We also evaluated the effect of M. alba root-bark extract on obesity and its associated metabolic disturbances in HFD-induced obese mice administered for 7 weeks. M. alba root-bark extract significantly decreased the body weight of obese mice in a dose-dependent manner. Data depicted here showed that chronic oral administration of M. alba root-bark extract reduced food intake and weight gain in C57BL/6J obese mice induced by HFD, demonstrating the steady efficacy of M. alba root-bark extract. In this repeated-dosing study, 7.4% and 22.5% reductions in body weight gain were observed for obese mice treated with M. alba root-bark extract at doses of 250 and 500 mg/kg when compared with vehicle-treated HFD obese animals at week 7. Compared with week 0 (baseline or treatment start), there was also a 16.5% (loss of 7.1 g) reduction in body weight for rats treated with the 500 mg/kg M. alba root-bark extract for 7 weeks. The reductions observed as a result of treatment with the high dose of M. alba root-bark extract were statistically significant at each time point monitored with an average body weight loss of 0.154 ± 0.034 g/day for the duration of the study (^† P ≤ .0001 vs. HFD). In contrast, the vehicle-treated HFD obese animals gained 6.6% body weight with an average body weight gain 0.062 ± 0.054 g/day.
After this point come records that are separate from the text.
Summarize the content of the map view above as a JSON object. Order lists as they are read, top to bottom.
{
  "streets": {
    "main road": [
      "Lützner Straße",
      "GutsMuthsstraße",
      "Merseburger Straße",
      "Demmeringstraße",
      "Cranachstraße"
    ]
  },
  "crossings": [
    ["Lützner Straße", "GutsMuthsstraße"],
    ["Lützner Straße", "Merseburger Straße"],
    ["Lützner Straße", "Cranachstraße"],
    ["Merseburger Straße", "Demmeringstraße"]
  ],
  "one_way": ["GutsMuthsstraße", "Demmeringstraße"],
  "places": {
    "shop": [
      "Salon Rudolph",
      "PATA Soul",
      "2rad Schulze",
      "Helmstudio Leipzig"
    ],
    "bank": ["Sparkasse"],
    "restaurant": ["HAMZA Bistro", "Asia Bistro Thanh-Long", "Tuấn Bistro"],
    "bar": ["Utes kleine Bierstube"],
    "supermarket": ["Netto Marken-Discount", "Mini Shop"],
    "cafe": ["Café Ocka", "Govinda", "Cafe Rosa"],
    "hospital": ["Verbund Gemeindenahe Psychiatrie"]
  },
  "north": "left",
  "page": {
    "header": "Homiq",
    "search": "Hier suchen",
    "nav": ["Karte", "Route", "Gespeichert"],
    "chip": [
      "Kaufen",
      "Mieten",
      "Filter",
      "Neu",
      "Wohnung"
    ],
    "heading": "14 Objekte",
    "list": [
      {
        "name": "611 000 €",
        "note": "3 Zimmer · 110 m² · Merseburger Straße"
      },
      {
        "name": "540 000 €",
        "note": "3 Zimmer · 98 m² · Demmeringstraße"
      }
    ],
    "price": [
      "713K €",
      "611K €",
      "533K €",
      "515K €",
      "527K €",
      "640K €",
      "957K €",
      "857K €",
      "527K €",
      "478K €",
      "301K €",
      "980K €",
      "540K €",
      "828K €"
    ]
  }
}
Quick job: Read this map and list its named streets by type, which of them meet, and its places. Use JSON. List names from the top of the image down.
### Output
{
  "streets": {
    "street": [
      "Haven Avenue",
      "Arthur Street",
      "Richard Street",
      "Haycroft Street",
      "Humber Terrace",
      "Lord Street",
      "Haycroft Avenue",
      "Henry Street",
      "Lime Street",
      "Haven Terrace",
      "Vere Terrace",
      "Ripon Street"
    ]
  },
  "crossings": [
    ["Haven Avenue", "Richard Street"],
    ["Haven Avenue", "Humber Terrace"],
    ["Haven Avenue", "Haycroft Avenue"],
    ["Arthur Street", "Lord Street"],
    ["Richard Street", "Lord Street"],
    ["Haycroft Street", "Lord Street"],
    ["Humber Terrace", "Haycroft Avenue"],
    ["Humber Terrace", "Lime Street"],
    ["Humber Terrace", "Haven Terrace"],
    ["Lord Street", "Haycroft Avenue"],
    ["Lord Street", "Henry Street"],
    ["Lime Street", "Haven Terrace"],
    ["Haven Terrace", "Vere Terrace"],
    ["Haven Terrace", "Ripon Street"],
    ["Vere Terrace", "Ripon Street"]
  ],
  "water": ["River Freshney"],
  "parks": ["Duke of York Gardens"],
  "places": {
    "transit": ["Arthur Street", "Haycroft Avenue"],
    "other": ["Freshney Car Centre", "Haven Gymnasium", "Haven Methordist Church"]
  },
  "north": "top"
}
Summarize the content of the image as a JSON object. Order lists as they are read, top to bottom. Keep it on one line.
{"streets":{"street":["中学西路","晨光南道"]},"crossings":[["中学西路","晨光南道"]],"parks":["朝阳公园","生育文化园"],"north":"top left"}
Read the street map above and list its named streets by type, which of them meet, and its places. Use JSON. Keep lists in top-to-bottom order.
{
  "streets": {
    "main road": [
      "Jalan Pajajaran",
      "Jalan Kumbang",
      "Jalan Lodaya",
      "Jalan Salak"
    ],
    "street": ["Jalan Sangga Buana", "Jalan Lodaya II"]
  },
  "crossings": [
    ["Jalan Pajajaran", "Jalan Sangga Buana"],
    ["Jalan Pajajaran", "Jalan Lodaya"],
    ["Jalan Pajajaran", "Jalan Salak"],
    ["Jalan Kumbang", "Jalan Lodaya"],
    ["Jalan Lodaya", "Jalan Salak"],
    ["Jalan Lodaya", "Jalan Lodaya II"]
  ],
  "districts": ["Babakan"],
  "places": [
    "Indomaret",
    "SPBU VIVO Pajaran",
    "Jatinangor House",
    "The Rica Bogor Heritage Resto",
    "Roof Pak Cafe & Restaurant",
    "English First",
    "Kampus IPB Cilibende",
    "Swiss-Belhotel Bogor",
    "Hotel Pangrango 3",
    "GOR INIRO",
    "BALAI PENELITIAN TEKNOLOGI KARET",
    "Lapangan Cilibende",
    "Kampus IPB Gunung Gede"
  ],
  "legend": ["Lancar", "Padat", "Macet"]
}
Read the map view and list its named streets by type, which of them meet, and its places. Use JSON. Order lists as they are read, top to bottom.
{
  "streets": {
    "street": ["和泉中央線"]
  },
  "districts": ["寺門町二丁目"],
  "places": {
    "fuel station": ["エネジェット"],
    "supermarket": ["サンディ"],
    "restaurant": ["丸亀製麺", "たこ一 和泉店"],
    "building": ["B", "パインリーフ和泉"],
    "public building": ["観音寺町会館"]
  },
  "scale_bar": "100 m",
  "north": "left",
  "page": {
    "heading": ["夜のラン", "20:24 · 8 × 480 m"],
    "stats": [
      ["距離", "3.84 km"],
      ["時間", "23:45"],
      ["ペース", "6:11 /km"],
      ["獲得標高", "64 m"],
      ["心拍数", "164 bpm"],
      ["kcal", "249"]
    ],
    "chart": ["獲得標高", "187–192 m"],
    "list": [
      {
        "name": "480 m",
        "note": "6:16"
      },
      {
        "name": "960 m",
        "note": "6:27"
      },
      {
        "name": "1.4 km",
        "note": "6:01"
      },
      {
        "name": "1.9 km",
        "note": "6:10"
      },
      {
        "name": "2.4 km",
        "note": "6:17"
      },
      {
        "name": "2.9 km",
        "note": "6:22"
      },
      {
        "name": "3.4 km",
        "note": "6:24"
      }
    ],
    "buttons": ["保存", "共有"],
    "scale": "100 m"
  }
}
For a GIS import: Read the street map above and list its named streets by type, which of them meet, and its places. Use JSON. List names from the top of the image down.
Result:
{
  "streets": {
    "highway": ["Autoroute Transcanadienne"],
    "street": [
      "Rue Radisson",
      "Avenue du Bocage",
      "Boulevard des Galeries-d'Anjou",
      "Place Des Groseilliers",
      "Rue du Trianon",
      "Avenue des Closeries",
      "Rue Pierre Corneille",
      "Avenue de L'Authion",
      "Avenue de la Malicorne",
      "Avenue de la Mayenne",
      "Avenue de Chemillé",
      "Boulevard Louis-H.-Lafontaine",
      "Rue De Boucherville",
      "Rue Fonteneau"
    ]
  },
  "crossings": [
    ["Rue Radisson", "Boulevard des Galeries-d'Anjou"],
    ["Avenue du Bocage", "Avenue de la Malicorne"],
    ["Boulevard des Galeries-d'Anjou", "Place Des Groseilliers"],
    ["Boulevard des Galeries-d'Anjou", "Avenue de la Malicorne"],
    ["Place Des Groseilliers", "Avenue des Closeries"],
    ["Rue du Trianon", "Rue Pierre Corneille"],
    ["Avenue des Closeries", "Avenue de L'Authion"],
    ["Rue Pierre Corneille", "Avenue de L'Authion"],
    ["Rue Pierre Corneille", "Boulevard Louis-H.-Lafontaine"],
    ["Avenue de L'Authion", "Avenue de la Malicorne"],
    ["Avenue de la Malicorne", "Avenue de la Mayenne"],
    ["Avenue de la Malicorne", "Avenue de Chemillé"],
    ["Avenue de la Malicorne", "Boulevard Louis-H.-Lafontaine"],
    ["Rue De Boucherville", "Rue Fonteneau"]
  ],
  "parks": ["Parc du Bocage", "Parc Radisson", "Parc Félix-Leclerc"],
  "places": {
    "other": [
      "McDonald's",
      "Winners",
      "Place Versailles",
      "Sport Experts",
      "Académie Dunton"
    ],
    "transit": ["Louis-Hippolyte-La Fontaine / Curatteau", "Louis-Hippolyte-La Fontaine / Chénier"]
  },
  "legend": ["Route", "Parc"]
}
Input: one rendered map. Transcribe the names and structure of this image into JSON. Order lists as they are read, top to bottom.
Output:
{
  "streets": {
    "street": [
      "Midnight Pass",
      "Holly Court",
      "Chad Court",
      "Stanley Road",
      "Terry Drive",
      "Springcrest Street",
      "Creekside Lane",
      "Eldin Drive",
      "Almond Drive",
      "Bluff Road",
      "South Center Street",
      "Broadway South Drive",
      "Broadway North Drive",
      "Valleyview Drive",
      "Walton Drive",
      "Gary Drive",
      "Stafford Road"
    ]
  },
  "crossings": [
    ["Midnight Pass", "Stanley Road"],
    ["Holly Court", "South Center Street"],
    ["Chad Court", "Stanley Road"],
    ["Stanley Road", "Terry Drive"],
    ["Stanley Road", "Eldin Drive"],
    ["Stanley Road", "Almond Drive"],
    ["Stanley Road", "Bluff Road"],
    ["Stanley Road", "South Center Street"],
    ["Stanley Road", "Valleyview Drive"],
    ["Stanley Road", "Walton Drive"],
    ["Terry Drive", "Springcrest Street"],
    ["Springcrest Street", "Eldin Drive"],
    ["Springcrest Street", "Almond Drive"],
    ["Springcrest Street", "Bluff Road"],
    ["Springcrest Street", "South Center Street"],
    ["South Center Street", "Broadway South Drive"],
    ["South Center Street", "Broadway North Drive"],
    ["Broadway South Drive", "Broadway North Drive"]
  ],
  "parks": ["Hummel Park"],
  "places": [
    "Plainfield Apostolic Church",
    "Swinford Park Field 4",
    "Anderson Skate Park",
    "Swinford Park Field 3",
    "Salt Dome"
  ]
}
The anti-obesity drug Orlistat and the 250 mg/kg M. alba root-bark extract-treated obese animals showed 4.3% and 0.6% reductions in body weight from their baseline, respectively. Interestingly the body weight reduction observed for the high dose of M. alba root-bark extract is comparable to that of the reduction from CB₁-specific antagonist, Rimonabant. After 5 weeks of daily oral treatment with Rimonabant at 10 mg/kg/day, obese mice showed a 20% reduction in body weight compared with the vehicle-treated HFD animals (i.e., loss of 8 g, P < .01).²⁹ In comparison, obese mice treated with the high dose of M. alba root-bark extract had 10.4 g (22.5%) and 7.1 g (16.5%) loss in body weight compared with vehicle-treated HFD obese mice (at week 7) and baseline of the same group of mice, respectively.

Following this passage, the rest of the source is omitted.